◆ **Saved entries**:
=======

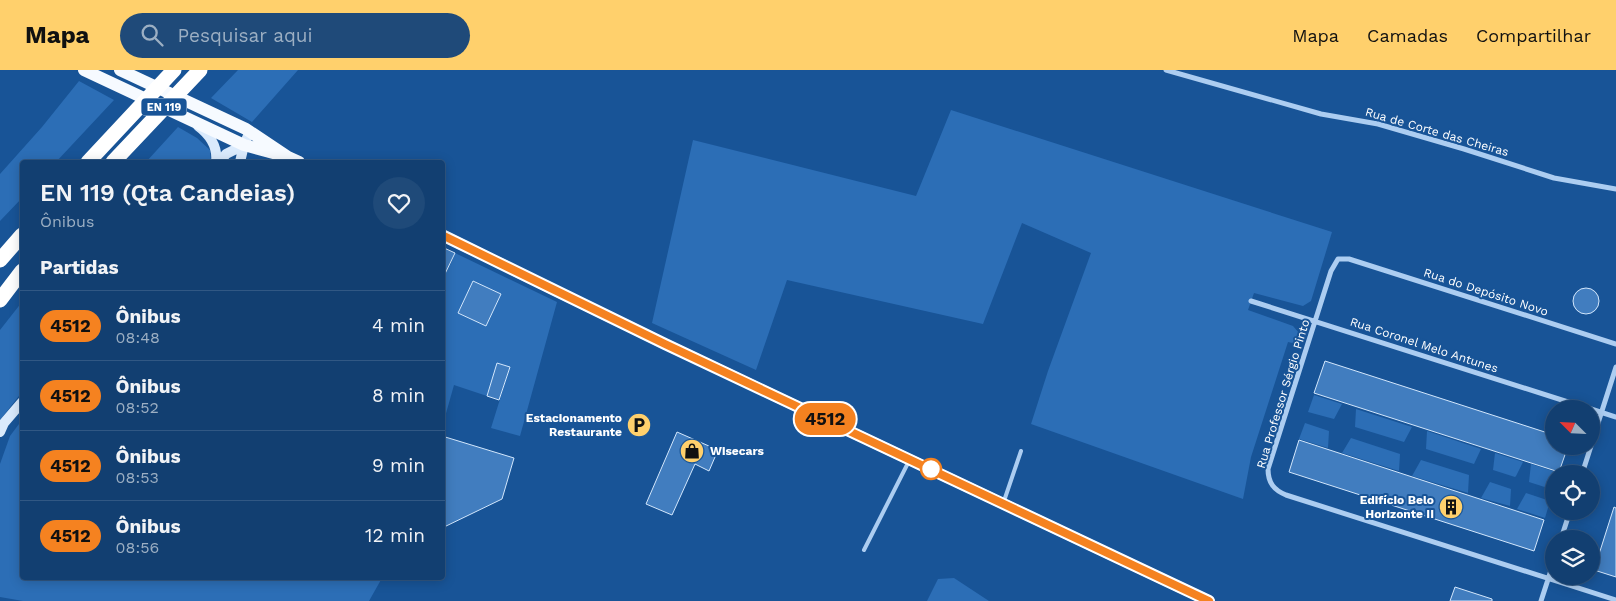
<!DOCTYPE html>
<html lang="pt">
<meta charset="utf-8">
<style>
body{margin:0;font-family:"Work Sans",sans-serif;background:#1f4a79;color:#f1f3f6;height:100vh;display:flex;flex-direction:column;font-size:19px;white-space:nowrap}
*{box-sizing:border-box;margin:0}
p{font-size:16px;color:#9cafc3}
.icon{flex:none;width:28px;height:28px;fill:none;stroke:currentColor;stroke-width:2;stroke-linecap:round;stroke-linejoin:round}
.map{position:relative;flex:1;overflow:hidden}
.sheet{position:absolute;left:20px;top:90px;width:425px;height:420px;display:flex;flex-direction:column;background:#123f71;border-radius:5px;box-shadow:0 2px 12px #0003,0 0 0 1px #315884}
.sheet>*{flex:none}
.badge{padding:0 10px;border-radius:16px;font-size:18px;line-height:32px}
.needle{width:32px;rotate:294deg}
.tools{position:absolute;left:1545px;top:330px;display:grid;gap:10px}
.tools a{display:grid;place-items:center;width:55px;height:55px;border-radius:50%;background:#123f71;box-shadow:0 2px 12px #0003,0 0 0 1px #315884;font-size:25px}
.map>.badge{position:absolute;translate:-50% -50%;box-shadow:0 0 0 2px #fff}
h2{padding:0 20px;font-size:19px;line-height:45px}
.round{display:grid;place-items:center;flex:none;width:52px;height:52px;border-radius:26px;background:#1f4a79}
.overview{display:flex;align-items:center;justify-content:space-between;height:85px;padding:0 20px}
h1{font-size:24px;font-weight:600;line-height:38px}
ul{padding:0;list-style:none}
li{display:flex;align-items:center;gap:15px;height:70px;padding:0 20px;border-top:1px solid #315884}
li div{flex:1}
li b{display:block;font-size:19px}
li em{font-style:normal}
li .badge{min-width:55px;font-weight:700;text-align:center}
header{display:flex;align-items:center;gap:30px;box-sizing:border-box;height:70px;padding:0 25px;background:#ffd06c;color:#111}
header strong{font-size:24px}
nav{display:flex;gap:28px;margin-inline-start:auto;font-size:18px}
.search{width:350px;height:45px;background:#1f4a79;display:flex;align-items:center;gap:12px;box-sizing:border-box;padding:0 18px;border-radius:28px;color:#9cafc3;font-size:19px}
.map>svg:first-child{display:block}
</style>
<header>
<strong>Mapa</strong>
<div class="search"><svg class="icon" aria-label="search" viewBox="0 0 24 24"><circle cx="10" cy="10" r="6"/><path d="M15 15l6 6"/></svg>Pesquisar aqui</div>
<nav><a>Mapa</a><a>Camadas</a><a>Compartilhar</a></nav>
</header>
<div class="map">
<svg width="1616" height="531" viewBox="0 0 1616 531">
<rect width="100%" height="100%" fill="#185497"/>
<path fill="#2c6eb6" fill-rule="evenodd" d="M 238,0 L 298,0 L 252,52 L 211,28 Z
M 79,11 L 114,30 L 56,92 L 22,92 L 22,128 L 0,151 L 0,104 L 42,57 Z
M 951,40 L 1332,162 L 1311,231 L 1303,236 L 1254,223 L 1248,240 L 1293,256 L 1299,263 L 1297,274 L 1288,272 L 1251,387 L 1243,429 L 1031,354 L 1048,301 L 1091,183 L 1022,153 L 983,254 L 787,210 L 756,300 L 652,253 L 693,70 L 916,126 Z
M 178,57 L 197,68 L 210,80 L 211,92 L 146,92 Z
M 455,183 L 557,232 L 520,366 L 491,358 L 510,297 L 498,293 L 487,326 L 454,315 L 443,354 L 443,197 L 444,194 L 450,195 ZM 473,211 L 501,224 L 486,256 L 458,243 Z
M 22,232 L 22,322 L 0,350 L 0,260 Z
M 1314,325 L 1342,334 L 1334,349 L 1308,342 Z
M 1356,339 L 1412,357 L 1404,372 L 1355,357 Z
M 22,350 L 22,508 L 382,508 L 369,531 L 23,531 L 0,527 L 0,394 L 10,366 Z
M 1305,353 L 1329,361 L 1328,378 L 1299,369 Z
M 1427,361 L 1481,379 L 1474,394 L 1426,379 Z
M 1351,368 L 1400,384 L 1399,401 L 1342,383 Z
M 1495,383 L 1523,392 L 1516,406 L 1515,407 L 1493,400 Z
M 1421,390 L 1469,405 L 1468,423 L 1412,406 Z
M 1531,394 L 1559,403 L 1554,404 L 1554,420 L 1529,412 Z
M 1490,412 L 1511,419 L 1510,436 L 1481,428 Z
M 1526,423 L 1550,431 L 1545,448 L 1517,439 Z
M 954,508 L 989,531 L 927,531 L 938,509 Z"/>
<path fill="#417dbf" stroke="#d3e7fc" d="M 442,177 L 455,183 L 442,210 Z
M 473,211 L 501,224 L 486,256 L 458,243 Z
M1573 231a13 13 0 1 1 26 0a13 13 0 1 1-26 0Z
M 1325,291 L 1554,365 L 1554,376 L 1568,376 L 1559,402 L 1314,323 Z
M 497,293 L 510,297 L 499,330 L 487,326 Z
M 677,362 L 718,380 L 709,401 L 695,394 L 672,445 L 646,434 Z
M 442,366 L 514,388 L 502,429 L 442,458 Z
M 1299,370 L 1544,450 L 1534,481 L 1289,402 Z
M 1614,437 L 1616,438 L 1616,507 L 1594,500 Z
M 1455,517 L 1492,529 L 1492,531 L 1450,531 Z"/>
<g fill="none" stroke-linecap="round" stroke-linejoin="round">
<path stroke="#accdf1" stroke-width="4" d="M 1004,431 L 1021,381
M 864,480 L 909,391"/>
<path stroke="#accdf1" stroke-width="5" d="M 1166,0 L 1321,44 L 1378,54 L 1464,79 L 1554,108 L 1616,119
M 1251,231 L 1590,339
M 1616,274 L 1349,189 L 1338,189 L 1331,201 L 1268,399 C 1268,413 1274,420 1286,425 L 1616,530
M 1591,339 L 1616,347
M 1591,375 L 1616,297
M 1582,404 L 1591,376
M 1561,469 L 1570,441
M 1541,531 L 1554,491"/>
<path stroke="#daeafc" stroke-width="10" d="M 198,56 C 210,65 218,76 216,92
M 220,92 L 226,84 L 244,75
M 240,92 L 244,75 L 250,61
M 0,362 L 4,353 L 22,332"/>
<path stroke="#f6faff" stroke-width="12" d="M 84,0 L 244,75 L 288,87
M 120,0 L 246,59 L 288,87 L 299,92
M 442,165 L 665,274 L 1209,531"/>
<path stroke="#fff" stroke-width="15" d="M 88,92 L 174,0
M 113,92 L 200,0
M 0,190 L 22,165
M 0,230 L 22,201"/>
</g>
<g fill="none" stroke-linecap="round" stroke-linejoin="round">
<g stroke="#fff" stroke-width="11">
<path id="line" d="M 442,165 L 665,274 L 1209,531"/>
</g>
<use href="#line" stroke="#f58220" stroke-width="8"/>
</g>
<defs>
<g id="parking-disc" transform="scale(1.25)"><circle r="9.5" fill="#ffd06c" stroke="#185497"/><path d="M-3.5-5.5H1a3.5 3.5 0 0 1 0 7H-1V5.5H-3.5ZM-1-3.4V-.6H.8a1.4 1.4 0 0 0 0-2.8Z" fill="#111"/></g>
<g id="shop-disc" transform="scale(1.25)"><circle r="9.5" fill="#ffd06c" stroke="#185497"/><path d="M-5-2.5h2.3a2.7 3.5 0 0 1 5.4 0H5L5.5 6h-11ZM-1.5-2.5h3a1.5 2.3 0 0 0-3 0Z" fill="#111"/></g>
<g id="building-disc" transform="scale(1.25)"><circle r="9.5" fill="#ffd06c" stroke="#185497"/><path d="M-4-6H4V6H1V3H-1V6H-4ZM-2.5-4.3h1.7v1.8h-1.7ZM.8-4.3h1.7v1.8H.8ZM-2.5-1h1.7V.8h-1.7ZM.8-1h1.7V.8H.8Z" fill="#111"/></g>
</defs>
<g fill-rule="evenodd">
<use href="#parking-disc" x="639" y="355"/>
<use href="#shop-disc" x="692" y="381"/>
<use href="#building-disc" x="1451" y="437"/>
</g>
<circle fill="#fff" stroke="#f58220" stroke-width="2.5" cx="931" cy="399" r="10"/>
<g text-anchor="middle" stroke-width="4" stroke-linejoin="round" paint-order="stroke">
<rect fill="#185497" stroke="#bacce0" stroke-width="1" x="141.5" y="28.5" width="45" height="17" rx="4"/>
<g font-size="11" font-weight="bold" fill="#fff">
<text x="164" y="41">EN 119</text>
</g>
<g font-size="12" fill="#fff" stroke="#185497">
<text transform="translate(1437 62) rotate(16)" y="4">Rua de Corte das Cheiras</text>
<text transform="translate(1486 222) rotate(18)" y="4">Rua do Depósito Novo</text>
<text transform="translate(1424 275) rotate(18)" y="4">Rua Coronel Melo Antunes</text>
<text transform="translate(1283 324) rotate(-73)" y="4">Rua Professor Sérgio Pinto</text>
</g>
<g font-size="12" font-weight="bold" fill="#fff" stroke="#185497" text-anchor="end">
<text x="622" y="352">Estacionamento<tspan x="622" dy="14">Restaurante</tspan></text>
<text x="710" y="385" text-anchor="start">Wisecars</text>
<text x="1434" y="434">Edifício Belo<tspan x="1434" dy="14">Horizonte II</tspan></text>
</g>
</g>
</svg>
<div class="tools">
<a><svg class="needle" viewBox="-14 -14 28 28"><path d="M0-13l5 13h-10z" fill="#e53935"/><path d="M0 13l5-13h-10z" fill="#9cafc3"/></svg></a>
<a><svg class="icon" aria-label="locate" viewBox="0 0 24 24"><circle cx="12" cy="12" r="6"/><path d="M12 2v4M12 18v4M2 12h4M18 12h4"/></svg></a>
<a><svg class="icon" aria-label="layers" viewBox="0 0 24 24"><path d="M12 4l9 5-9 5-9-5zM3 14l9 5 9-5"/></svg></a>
</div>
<b class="badge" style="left:825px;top:349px;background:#f58220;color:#111">4512</b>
<section class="sheet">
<div class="overview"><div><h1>EN 119 (Qta Candeias)</h1><p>Ônibus</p></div><a class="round"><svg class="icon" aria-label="heart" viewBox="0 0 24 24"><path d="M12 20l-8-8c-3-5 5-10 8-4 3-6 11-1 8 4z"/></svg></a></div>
<h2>Partidas</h2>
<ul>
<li><span class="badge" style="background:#f58220;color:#111">4512</span><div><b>Ônibus</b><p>08:48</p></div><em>4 min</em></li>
<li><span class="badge" style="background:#f58220;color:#111">4512</span><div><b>Ônibus</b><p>08:52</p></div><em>8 min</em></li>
<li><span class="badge" style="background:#f58220;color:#111">4512</span><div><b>Ônibus</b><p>08:53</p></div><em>9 min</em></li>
<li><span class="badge" style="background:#f58220;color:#111">4512</span><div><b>Ônibus</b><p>08:56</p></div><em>12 min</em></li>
</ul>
</section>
</div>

=======

◆ **Task statement**: From the records above, quote only the lines running from the line with "M1573 231a13 13 0 1 1 26 0a13 13 0 1 1-26 0Z" to the line with "M 1591,375 L 1616,297", both lines included.

◆ **Task output**:
M1573 231a13 13 0 1 1 26 0a13 13 0 1 1-26 0Z
M 1325,291 L 1554,365 L 1554,376 L 1568,376 L 1559,402 L 1314,323 Z
M 497,293 L 510,297 L 499,330 L 487,326 Z
M 677,362 L 718,380 L 709,401 L 695,394 L 672,445 L 646,434 Z
M 442,366 L 514,388 L 502,429 L 442,458 Z
M 1299,370 L 1544,450 L 1534,481 L 1289,402 Z
M 1614,437 L 1616,438 L 1616,507 L 1594,500 Z
M 1455,517 L 1492,529 L 1492,531 L 1450,531 Z"/>
<g fill="none" stroke-linecap="round" stroke-linejoin="round">
<path stroke="#accdf1" stroke-width="4" d="M 1004,431 L 1021,381
M 864,480 L 909,391"/>
<path stroke="#accdf1" stroke-width="5" d="M 1166,0 L 1321,44 L 1378,54 L 1464,79 L 1554,108 L 1616,119
M 1251,231 L 1590,339
M 1616,274 L 1349,189 L 1338,189 L 1331,201 L 1268,399 C 1268,413 1274,420 1286,425 L 1616,530
M 1591,339 L 1616,347
M 1591,375 L 1616,297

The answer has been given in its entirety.